*Work to be completed*: Set out exactly, line by line, the stretch of data below that begins at the line containing "1068px,179px 1081px,179px 1125px,174px" and ends at the line containing "1193px,677px 1205px,675px 1504px,671px", with both ends kept.

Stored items

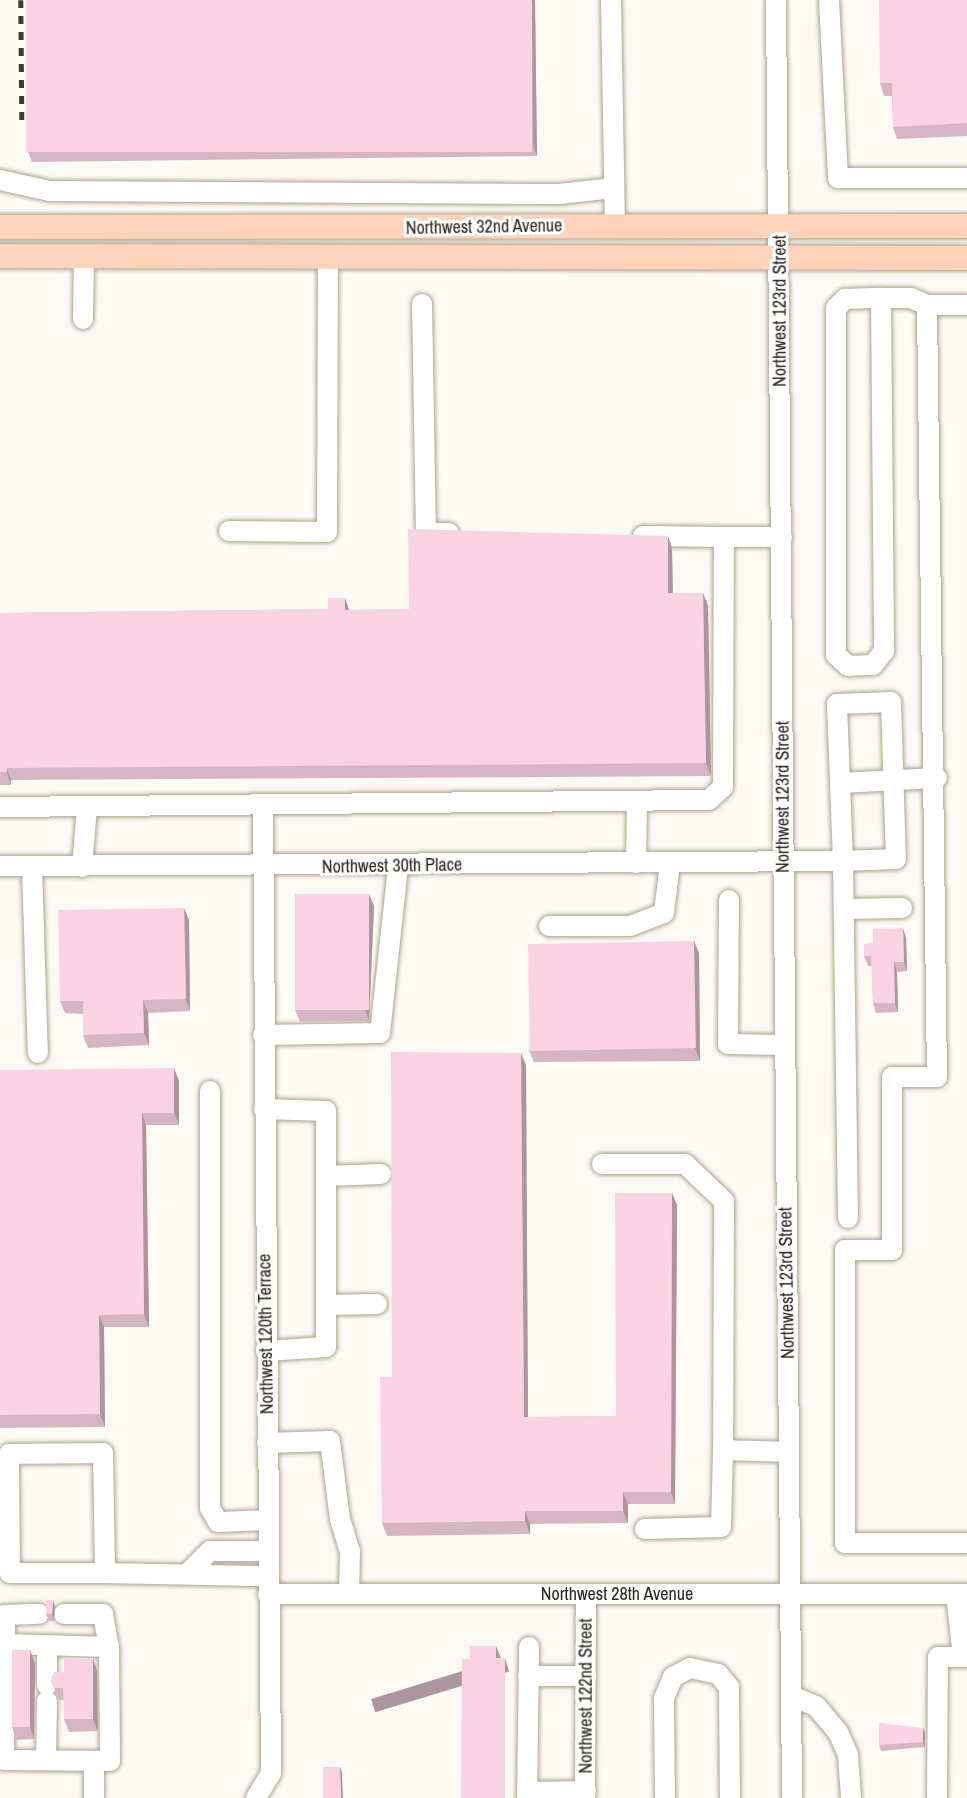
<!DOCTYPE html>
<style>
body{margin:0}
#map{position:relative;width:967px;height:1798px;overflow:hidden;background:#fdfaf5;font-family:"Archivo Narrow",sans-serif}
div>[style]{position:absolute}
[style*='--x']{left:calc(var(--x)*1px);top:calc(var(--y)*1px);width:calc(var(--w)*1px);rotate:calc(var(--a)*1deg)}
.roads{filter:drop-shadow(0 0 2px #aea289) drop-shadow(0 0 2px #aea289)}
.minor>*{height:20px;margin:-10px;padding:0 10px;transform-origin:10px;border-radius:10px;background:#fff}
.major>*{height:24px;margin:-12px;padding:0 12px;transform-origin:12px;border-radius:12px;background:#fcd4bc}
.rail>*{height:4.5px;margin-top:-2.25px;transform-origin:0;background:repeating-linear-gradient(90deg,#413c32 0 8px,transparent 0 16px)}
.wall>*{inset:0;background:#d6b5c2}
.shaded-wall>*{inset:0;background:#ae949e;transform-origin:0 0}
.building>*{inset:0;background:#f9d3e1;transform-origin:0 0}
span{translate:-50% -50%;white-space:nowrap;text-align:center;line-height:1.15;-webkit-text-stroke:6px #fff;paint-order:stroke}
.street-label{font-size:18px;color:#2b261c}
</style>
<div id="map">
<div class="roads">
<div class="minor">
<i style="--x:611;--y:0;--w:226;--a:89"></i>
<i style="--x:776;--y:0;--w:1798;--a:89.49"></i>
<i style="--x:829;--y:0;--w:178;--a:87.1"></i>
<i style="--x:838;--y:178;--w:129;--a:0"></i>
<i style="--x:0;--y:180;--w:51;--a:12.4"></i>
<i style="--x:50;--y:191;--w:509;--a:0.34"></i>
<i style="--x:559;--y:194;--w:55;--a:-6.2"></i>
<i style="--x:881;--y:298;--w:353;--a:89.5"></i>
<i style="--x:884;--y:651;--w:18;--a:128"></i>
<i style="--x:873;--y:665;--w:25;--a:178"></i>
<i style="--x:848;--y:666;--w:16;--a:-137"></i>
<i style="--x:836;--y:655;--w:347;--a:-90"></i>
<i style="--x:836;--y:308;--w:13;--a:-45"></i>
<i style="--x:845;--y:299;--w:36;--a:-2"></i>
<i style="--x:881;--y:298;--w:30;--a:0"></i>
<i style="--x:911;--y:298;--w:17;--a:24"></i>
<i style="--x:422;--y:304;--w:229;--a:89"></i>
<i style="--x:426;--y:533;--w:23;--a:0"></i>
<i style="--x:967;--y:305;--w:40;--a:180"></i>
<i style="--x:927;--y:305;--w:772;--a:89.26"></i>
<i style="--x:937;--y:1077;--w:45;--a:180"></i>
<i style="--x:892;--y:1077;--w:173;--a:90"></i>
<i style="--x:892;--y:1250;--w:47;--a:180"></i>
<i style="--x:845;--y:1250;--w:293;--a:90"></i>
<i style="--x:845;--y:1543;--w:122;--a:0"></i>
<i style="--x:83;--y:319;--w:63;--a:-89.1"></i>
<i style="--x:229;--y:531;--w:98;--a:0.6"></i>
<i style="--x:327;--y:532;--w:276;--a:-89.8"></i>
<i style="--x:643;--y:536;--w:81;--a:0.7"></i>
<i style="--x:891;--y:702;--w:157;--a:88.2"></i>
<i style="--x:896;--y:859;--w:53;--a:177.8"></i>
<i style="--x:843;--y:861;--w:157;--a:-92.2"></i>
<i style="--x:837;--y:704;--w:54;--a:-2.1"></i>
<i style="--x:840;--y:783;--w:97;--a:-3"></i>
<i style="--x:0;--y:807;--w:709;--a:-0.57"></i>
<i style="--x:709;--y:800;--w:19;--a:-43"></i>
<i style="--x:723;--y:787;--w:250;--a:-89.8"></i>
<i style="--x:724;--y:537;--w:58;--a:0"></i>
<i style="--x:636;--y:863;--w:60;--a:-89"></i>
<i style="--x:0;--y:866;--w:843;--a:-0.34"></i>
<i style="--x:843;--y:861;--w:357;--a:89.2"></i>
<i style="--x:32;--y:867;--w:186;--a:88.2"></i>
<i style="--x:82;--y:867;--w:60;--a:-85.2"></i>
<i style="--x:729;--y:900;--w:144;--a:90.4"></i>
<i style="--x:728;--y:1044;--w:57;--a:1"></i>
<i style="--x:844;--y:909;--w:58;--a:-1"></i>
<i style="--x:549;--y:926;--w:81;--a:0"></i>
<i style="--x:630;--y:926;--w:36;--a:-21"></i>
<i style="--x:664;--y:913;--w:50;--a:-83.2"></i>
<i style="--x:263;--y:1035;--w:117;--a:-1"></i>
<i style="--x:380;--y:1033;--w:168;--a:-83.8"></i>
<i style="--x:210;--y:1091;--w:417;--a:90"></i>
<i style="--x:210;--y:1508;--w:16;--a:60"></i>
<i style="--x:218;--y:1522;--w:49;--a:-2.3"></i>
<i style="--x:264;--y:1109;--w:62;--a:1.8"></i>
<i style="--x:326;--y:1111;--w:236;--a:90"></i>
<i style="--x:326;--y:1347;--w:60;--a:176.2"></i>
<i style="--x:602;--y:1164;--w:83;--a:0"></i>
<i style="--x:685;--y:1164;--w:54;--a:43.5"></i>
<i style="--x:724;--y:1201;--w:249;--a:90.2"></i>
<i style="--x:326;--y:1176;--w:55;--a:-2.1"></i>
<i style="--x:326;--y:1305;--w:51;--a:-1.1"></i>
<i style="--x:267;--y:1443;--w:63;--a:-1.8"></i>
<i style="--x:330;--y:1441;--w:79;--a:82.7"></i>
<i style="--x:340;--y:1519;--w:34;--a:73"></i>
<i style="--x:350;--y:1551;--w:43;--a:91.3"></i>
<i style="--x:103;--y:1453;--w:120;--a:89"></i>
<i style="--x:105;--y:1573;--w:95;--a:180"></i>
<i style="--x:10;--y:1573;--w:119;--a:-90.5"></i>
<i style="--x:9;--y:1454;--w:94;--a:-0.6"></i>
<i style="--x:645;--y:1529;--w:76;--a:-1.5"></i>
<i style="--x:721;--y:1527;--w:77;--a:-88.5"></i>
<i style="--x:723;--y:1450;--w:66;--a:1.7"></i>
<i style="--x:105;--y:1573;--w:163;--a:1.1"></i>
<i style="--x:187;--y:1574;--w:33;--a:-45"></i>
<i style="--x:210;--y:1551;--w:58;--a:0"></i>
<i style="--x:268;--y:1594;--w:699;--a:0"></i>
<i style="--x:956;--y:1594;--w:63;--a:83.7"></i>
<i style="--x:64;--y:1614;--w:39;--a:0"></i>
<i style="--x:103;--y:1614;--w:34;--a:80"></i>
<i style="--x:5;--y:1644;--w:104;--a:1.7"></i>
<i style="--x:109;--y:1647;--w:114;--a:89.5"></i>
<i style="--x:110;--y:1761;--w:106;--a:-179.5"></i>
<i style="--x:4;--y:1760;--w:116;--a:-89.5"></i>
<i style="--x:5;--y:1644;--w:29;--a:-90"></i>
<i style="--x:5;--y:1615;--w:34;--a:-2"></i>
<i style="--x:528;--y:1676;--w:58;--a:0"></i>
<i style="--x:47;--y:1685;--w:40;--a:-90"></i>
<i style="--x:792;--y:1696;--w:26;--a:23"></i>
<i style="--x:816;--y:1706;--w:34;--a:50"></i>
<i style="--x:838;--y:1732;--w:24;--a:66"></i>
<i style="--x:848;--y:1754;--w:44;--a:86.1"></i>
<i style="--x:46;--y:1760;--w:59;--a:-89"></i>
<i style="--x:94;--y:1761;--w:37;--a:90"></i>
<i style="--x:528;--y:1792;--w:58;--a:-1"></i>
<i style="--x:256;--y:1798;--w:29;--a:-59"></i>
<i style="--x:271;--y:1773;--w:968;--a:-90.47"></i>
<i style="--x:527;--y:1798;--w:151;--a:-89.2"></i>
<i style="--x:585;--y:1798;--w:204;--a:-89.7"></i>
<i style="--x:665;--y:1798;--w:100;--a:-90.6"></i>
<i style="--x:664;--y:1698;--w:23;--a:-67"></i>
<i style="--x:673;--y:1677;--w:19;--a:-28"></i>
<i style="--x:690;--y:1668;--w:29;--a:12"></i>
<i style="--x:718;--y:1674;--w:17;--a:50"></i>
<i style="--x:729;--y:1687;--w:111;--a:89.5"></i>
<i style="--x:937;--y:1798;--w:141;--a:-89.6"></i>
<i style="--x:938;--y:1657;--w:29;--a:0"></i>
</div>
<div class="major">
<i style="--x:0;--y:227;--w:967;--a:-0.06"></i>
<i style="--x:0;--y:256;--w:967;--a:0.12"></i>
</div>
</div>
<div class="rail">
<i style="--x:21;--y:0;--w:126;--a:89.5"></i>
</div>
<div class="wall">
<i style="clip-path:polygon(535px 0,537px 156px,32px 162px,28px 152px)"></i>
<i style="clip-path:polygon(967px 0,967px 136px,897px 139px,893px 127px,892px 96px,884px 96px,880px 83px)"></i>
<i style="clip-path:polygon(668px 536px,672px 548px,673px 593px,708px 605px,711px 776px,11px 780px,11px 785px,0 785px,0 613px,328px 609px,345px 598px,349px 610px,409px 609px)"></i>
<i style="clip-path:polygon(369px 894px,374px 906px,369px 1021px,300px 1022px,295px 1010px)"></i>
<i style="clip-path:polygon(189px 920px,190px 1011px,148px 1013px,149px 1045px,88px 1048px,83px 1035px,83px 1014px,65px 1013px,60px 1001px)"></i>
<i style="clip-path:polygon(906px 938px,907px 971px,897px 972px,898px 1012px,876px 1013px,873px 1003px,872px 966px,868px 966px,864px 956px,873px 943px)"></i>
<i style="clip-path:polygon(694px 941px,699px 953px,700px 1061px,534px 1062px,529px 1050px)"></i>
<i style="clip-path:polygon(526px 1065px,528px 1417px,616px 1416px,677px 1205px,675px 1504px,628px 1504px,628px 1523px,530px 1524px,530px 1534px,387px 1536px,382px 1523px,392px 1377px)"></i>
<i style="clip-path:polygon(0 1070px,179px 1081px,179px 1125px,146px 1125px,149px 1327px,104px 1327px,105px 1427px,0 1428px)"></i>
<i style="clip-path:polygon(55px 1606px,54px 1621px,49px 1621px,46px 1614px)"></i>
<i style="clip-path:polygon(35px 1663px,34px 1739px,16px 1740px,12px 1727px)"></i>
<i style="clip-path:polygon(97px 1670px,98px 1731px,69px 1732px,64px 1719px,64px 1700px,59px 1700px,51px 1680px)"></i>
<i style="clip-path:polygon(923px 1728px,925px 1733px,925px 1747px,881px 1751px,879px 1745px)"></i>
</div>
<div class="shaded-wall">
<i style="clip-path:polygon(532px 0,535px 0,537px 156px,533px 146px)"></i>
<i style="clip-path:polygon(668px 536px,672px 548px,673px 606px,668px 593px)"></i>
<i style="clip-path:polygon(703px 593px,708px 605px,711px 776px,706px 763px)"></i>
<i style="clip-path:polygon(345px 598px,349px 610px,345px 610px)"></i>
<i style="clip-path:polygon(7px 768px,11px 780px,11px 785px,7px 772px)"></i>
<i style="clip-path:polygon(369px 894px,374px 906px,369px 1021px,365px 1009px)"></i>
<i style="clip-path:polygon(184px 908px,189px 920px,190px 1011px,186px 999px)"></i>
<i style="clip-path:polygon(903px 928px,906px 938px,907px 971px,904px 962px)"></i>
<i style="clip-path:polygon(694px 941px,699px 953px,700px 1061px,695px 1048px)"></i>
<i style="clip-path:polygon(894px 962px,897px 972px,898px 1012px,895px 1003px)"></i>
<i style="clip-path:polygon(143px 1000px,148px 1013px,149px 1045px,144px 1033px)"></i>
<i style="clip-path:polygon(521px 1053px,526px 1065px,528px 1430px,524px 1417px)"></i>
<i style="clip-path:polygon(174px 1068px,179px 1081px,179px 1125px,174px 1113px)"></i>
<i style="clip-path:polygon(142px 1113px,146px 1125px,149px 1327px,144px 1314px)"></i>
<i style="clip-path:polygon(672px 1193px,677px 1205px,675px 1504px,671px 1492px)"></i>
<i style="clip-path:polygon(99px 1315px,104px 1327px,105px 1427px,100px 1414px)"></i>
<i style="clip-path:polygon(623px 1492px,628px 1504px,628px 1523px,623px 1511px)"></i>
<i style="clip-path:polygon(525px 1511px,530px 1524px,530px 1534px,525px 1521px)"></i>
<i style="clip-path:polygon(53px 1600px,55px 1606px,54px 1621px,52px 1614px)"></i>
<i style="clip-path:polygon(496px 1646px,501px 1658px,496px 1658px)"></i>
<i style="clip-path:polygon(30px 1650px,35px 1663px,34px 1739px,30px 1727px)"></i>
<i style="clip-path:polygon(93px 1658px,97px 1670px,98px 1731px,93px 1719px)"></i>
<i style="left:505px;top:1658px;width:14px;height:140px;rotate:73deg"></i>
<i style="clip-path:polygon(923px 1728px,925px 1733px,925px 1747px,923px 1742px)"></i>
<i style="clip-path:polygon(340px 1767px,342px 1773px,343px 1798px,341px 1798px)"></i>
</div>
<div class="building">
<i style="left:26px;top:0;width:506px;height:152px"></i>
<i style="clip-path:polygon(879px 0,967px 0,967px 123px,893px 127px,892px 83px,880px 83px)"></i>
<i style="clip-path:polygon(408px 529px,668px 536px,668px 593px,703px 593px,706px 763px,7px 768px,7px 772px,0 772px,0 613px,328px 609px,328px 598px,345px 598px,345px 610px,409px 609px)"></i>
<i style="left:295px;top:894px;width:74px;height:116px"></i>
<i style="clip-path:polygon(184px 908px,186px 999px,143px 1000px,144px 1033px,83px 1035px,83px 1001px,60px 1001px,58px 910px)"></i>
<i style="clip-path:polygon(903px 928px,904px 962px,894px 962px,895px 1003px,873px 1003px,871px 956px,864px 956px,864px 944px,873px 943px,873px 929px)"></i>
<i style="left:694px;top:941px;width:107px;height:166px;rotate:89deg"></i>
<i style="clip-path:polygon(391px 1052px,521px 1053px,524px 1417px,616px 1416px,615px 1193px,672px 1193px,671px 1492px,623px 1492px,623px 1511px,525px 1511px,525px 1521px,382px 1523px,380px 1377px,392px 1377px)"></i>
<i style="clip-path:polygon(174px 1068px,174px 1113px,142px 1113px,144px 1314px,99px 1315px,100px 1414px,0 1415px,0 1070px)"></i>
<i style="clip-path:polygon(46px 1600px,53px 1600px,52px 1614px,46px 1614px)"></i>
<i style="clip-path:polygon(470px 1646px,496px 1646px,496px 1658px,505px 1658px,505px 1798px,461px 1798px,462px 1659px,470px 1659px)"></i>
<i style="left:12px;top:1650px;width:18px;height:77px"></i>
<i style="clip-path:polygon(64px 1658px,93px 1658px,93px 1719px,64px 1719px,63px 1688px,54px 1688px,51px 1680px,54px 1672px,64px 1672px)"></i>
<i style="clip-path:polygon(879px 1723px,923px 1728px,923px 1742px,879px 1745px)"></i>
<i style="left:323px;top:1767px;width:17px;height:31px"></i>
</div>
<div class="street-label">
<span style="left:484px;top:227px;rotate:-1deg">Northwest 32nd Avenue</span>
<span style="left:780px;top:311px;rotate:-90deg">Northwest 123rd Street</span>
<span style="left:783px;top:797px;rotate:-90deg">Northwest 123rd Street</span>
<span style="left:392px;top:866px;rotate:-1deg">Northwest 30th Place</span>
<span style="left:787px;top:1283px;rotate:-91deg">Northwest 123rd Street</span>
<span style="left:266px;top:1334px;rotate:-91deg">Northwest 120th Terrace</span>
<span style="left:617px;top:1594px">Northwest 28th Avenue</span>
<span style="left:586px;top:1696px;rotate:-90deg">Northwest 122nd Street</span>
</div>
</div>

*Solution for this problem*:
<i style="clip-path:polygon(174px 1068px,179px 1081px,179px 1125px,174px 1113px)"></i>
<i style="clip-path:polygon(142px 1113px,146px 1125px,149px 1327px,144px 1314px)"></i>
<i style="clip-path:polygon(672px 1193px,677px 1205px,675px 1504px,671px 1492px)"></i>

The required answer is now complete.